LA CONSTRUCTION D’UNE PIÈCE

De la manière de conclure. — Des contradictions. — Des incohérences. - De l'ordre et de la gradation.

Malherbe conçoit un sonnet ou une élégie comme une unité logique qui démontre, discute, tout au moins expose quelche chose de bien déterminé. (1) Chacune de ses odes à lui a un objet précis: l'une célèbre, l'autre console, toutes vont à un but fixé d'avance.

Pindare, il est vrai, faisait autrement; mais le dessin de ses mosaïques faites d’idées, d’images, de souvenirs que le hasard seul semble avoir juxtaposés échappait aux yeux de Malherbe qui ne voyait dans ce beau désordre que «galimatias.» (2)

Aussi quand Desportes tombe dans la même faute, fait du décousu, énumère, par exemple, ses misères dans une série d’exclamations détachées, Malherbe ne s’inquiète pas de savoir s’il a voulu de la sorte imiter l’incohérence de la passion, ni même s’il y a réussi: «Son sonnet ne veut rien dire, et tous ceux qui seront composés de pièces rapportées comme cettui-ci, ne vaudront non plus que lui.» (3)

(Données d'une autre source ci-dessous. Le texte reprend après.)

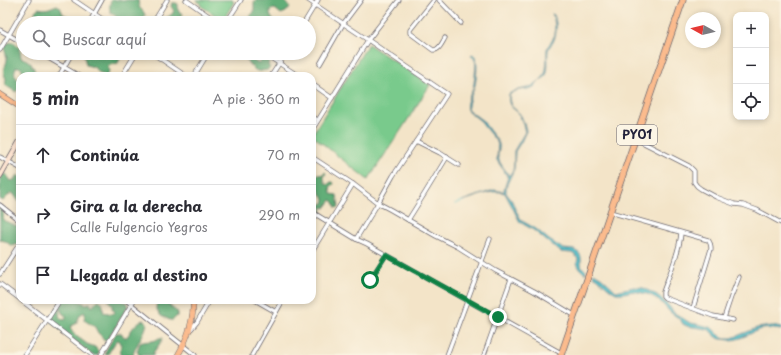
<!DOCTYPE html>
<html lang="es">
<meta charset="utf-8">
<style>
:root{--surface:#fff;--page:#f2f2f3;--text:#2b2b33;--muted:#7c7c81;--line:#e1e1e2}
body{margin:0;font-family:"Playpen Sans",sans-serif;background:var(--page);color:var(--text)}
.controls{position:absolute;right:12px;top:12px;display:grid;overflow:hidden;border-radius:8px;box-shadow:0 2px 6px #0003}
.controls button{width:36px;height:36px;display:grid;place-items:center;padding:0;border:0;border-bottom:1px solid var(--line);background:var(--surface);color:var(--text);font:20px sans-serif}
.compass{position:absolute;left:685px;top:12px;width:36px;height:36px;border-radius:50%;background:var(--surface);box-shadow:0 2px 6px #0003;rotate:278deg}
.stop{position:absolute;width:12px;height:12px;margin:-9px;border:3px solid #0b8043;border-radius:50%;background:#fff}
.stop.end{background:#0b8043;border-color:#fff;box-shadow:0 1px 4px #0008}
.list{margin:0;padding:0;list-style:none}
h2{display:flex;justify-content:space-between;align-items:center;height:52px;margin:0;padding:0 16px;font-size:17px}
h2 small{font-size:13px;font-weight:400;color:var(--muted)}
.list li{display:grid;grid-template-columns:26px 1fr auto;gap:12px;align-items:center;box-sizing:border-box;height:60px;padding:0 16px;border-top:1px solid var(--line)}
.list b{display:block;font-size:15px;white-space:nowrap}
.list p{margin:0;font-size:13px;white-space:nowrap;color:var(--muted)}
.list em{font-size:13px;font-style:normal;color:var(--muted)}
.icon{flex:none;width:22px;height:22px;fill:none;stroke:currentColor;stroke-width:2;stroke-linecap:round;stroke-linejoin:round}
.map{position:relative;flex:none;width:781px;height:355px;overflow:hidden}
.search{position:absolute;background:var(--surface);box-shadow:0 2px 6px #0003;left:16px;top:16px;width:300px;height:44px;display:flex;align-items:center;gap:10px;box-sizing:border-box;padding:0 14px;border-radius:22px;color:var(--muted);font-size:15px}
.panel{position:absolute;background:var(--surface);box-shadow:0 2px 6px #0003;left:16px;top:72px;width:300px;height:232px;border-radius:12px}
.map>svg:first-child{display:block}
.green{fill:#79ca8c;stroke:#4e7664}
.forest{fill:#62ae78;stroke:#42685a}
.water{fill:#50bec7;stroke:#397081}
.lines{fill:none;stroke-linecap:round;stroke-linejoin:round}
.stream{stroke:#50bec7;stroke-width:1}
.minor-casing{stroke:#6b666c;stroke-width:5}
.secondary-casing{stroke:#6b666c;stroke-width:6}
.primary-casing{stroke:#6b666c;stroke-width:6}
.trunk-casing{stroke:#6b666c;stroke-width:7}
.minor{stroke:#fff;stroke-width:3.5}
.secondary{stroke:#fde4d1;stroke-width:4.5}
.primary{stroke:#fbbb8d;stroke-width:5}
.trunk{stroke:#fbbb8d;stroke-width:5.5}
.route{stroke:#0b8043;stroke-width:5}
.labels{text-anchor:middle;stroke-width:4;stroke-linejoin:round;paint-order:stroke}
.shield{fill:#fcf5e5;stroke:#63616e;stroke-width:1}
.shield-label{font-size:12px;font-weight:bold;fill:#22223b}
</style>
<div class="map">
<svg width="781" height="355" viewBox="0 0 781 355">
<rect width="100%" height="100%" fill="#fcf5e5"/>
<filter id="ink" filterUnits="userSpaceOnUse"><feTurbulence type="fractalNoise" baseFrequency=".025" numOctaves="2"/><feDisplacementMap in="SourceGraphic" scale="8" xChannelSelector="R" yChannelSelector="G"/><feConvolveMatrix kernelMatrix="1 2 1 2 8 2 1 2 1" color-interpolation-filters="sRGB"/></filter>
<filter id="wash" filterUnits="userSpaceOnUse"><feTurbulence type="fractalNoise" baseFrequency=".012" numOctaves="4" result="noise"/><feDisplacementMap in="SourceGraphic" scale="16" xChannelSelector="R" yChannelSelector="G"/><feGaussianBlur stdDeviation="0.9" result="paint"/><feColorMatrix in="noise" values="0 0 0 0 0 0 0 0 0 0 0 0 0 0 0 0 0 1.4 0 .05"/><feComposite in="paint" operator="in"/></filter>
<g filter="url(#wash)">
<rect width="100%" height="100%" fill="#f3e4c8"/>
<g class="green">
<path d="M196 0H233L232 1 234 2 223 20 201 6 202 4Z"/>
<path d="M368 44 430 85 403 127 368 180 339 157 312 135Z"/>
</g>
<g class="forest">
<path d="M111 0H120L125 1 126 0H138L139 7 143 11 145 15 143 21 141 23H119C117 11 106 18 111 0Z"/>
<path d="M256 0H284L290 7 286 12 281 14 275 9 270 10V15L273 20 280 23H251L250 20 251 15 254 12V2Z"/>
<path d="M172 3H176L178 4V11L183 14 182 17H178V18L180 19V21L177 22 174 21 173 19 171 21 172 23H174H165L164 22 163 23H156L158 20C164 19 171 17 174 11L171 6Z"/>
<path d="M57 5 60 7 63 14 72 18 74 23H47L36 17 35 11 38 8C47 10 49 8 57 5Z"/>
<path d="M13 42C21 47 20 49 21 58 30 59 33 66 36 74V76H24L22 69 19 67H16C13 75 15 76 20 82 20 86 19 89 16 92L5 85 6 79C0 67 7 68 7 58 6 55 5 51 4 48L8 43Z"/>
<path d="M81 53H122L118 63C114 65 109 63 108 68L109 70 108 74 106 76 97 71 94 67 86 65 84 56Z"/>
<path d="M262 57 266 59H268L270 60 268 65 270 68 267 70C264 70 260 72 258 71 255 71 250 65 248 63L247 60 249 58 259 64 260 63V60Z"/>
<path d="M325 172 326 173C323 178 323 180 327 185L331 182H333L334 184 330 187 331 194 337 195C337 197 339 205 339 207L336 208 334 202 331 200 325 208 322 207 321 213 318 211V209L321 204H323L325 201 318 189 316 184 312 182V176L316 174 321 175Z"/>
<path d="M6 174 11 181 14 180 18 175 20 177V202H19L13 193 10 194 3 201 0 199V179L2 175Z"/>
<path d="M0 205 3 210V220L16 226 20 225V243L19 244 12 246 5 241 0 240Z"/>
<path d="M61 300C70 300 78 299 85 304L90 303 92 307 97 301 99 300C103 302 104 308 103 312L113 314 115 312 112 308V305L108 300H120L124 302H127L128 305 126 309 114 330 112 332 107 340 105 341 104 340 103 338 98 333 95 327 84 320 85 313 84 312 80 315 76 324 73 325 70 327 71 329 74 334 87 344 95 347 99 352 98 355H92L52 323C50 316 54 312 58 306L59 307C61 312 56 318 64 320L66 318V316L62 313 60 306Z"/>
<path d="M159 300C167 300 171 309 178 312L177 316 173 320H170L161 316 156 308 157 301Z"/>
<path d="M144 320 147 323C145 335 136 343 133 355H120L121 344 119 340 116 341 108 354H105L106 350 116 333H121L124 337H127C131 331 136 321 144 320Z"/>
<path d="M159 338H163L161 342 153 353 154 355H139L137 351 140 343C147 340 153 343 159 338Z"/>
</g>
<g class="water">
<path d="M552 14 554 15C557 23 557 34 553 42 551 45 549 46 548 50 547 58 549 68 546 75 544 79 542 79 539 81 537 82 536 85 535 86 527 92 515 87 509 96 510 111 515 106 521 116 523 120 525 126 526 131L521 142 515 151 514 169 507 184 506 189V193L512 201 515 209 522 221 536 229 549 240 563 249 574 250 579 253 581 257V264L582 267 586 271 585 274 580 269 577 263 578 259 575 255 572 253 561 252 548 242 535 231 520 222 505 193C492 188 475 198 462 201L494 190 504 192V190L508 177 497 160 498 144 497 142 483 125 482 122 467 110C465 102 470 96 473 89 474 85 477 64 475 60 475 59 472 56 471 55L472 54C474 55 476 57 476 59 478 63 476 84 474 88 471 96 467 102 468 110L483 121 486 126 498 142C501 147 497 152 498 158 500 165 506 170 509 176L513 170 514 165V151L525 132C524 127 522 121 520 116 514 106 507 109 509 94 517 88 529 90 535 84 537 83 543 78 544 76 548 68 546 58 547 49 548 45 550 44 552 41 556 33 556 23 552 14Z"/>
<path d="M594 273 602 278 616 291 634 287 643 288 657 295 669 306 673 312 690 323 702 325 709 327 713 329 719 335 724 338H732L757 328 772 326 781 328V330C775 329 768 328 762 329 748 333 738 343 723 339 721 339 719 339 717 337 713 335 712 331 708 329L687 326 683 324 680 319 670 312 662 303 651 295 634 291 623 293H616L611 290 597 278 593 276Z"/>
</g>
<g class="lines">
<g class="stream">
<path d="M455 204 463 201"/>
<path d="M181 300 191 304"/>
</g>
</g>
</g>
<g filter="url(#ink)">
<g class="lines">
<g class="minor-casing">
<g id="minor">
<path d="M74 0 108 23"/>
<path d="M186 0 219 23"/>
<path d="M308 0 368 40 447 94 393 176 378 203 356 239"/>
<path d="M434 0 410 30V33L433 50C439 51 442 43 445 38"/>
<path d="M439 0 461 23"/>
<path d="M89 23 102 0"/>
<path d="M153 23 167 0"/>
<path d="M226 23 241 0"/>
<path d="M304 23 318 0"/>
<path d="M0 30 23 43"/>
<path d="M0 50 29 0"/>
<path d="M40 53 79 76"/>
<path d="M152 53 186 76"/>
<path d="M263 53 299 76"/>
<path d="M320 64 343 24 361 0"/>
<path d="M59 76 72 53"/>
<path d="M122 76 136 53"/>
<path d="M194 76 208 53"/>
<path d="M271 76 286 53"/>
<path d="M312 84 332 98"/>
<path d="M312 117 318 120"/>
<path d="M312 130 368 40 399 0"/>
<path d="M636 139 689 166 694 171V182L697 186 701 189 716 197 734 204 743 205 757 210 781 223"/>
<path d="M416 141 440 153 459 165"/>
<path d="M0 157 20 168"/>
<path d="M312 157 353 184 378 203 391 210 436 236 458 247 496 271 534 291 574 315"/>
<path d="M0 205 20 221"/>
<path d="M312 212 356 239 367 244 561 353"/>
<path d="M610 212 708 240C710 242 711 245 711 249L693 308"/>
<path d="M408 220 425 193 447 157"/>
<path d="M681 233C680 251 669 275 663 292V296L665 298 713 316 733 320"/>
<path d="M312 251 353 184"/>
<path d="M0 274 20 243"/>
<path d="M370 280 386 255"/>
<path d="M0 284 20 299"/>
<path d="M21 300 92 355"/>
<path d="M126 300 195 355"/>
<path d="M255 300 276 312"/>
<path d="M724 318 731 297 739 277"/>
<path d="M191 329 197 322 210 300"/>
<path d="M25 355 60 300"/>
<path d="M101 355 134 300"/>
<path d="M252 355 283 300"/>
<path d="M447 355 482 261 490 239"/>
<path d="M484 355 511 279"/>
</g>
</g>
<g class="secondary-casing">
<path id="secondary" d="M0 176 20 141"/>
</g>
<g class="primary-casing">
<g id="primary">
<path d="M0 94 20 107"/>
<path d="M178 355C188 338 194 320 193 300"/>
</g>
</g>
<g class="trunk-casing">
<path id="trunk" d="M561 355 683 0"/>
</g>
<use href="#minor" class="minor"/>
<use href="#secondary" class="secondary"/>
<use href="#primary" class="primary"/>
<use href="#trunk" class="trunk"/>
</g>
</g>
<g class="lines" filter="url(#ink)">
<path class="route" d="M370 280 386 255 498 317"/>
</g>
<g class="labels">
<rect class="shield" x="617" y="125" width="40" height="20" rx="3"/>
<g class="shield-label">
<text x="637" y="139">PY01</text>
</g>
</g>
</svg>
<div class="controls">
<button>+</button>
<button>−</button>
<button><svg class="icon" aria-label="locate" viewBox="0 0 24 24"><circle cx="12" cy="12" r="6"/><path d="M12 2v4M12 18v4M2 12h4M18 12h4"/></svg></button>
</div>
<svg class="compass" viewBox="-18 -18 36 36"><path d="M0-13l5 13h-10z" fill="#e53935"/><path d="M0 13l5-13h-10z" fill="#7c7c81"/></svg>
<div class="stop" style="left:370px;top:280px"></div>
<div class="stop end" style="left:498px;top:317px"></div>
<div class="search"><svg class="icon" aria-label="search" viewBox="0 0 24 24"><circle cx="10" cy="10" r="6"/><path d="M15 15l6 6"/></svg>Buscar aquí</div>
<section class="panel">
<h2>5 min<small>A pie · 360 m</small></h2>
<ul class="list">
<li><svg class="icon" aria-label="ahead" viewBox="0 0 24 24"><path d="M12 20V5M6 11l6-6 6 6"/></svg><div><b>Continúa</b></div><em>70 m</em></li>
<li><svg class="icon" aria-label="right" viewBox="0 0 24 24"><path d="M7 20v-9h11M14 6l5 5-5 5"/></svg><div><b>Gira a la derecha</b><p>Calle Fulgencio Yegros</p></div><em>290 m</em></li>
<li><svg class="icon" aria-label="arrive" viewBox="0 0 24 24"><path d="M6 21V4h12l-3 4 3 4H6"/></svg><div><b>Llegada al destino</b></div></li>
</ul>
</section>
</div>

Il faut que les strophes, les quatrains et les tercets, de quelque

(1) On peut voir dans le Commentaire qu'il fait souvent un sommaire des pièces de Desportes, pour se les résumer à lui-même. El. I, 9, IV, 362; Ib. 13, IV, 369; Ib. 14, IV, 370; 15, IV, 371. etc.

(2) Rac. dans Malh. Œuv. I, LXX.

(3) Cleon. 85, IV. 349.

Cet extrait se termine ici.